The evacuation, which involved closing the building’s main entrance to visitors, was part of a long-planned drill designed to test the financial services group’s ability to move large numbers of employees in the event of a fire or a terrorist attack.
For Citigroup employees, as for workers at other banks, such exercises are a regular occurrence which pre-date last month’s attacks on the London Underground. That is because most of the City of London has been worrying about terrorism for well over a decade.
While many Londoners have noticed increased security at Underground stations and the presence of armed police on the streets, the City’s approach to security has been little changed.
Many institutions have raised the threat levels for internal security and have deployed more security guards. But few banks have felt the need to rethink their approach to security.
Kevin Rosser, a consultant at Control Risks Group, says: “This is security that people have been thinking about for a long time and most them have taken all the steps you could reasonably expect them to take.”
Ever since the IRA detonated a huge bomb in the heart of the City in 1993, causing hundreds of millions of pounds of damage, London’s financial centre has been trying to minimise the chances of future attacks.
The Bishopsgate bomb prompted police to build a “ring of steel” that limited the number of entry points into the Square Mile, and to install thousands of closed-circuit television cameras to monitor suspicious activity.

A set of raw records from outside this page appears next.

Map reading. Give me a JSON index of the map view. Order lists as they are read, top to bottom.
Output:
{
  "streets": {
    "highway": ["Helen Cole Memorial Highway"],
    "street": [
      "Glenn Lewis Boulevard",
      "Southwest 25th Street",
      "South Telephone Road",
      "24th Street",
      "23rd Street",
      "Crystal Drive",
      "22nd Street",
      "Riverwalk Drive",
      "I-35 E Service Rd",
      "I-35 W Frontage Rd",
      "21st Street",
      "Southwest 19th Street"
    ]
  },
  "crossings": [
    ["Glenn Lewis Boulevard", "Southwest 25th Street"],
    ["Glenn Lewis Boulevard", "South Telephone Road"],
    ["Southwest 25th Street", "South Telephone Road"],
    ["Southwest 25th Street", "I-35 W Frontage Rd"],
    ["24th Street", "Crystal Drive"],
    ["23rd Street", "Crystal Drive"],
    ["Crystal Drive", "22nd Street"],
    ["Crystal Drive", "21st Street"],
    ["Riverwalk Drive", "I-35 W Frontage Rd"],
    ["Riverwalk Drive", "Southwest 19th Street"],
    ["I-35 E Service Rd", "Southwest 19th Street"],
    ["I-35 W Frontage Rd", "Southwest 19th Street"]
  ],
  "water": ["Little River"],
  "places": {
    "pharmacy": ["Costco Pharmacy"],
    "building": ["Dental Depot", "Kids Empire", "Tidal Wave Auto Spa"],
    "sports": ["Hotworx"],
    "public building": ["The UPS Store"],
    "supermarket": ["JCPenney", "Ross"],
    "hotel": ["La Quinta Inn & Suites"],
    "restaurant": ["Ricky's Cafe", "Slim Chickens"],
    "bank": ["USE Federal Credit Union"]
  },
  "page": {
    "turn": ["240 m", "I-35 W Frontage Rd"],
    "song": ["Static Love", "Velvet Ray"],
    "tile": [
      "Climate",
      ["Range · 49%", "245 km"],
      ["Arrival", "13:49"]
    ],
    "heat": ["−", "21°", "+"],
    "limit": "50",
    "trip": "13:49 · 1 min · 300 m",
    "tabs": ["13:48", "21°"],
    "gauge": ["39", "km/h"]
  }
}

Banks and exchanges also beefed up their security plans, establishing back-up sites so that they could continue to operate if they had to evacuate their offices.
More recently, the attacks on New York and Washington in September 2001, prompted many City institutions to revisit their security planning. As a result, most banks have anticipated the possibility of attacks which are much more extensive than the recent bombs in London.
In co-operation with the City of London police, which have 850 officers deployed in the Square Mile, many institutions have carried out simulations of scenarios such as chemical attacks on the Underground or the explosion of a “dirty” nuclear device.
Michael Snyder, chairman of the Corporation of London’s policy and resources committee, said: “The City of London police’s close daily relations with businesses means City firms can develop security and contingency procedures which work – and have been proved to work over the last weeks.”
After the July 7 bombs, City of London police wrote to businesses in the Square Mile advising them to develop procedures for contacting staff and reminding them to reduce the number of access points to the building.
Several large financial institutions have also started stationing security guards outside their main entrances in an attempt to identify people who might be trying to enter the building illegally. “If you’re worried about a walk-in suicide bomber, what you want to do is push that threat out as far as you can,” said one security expert.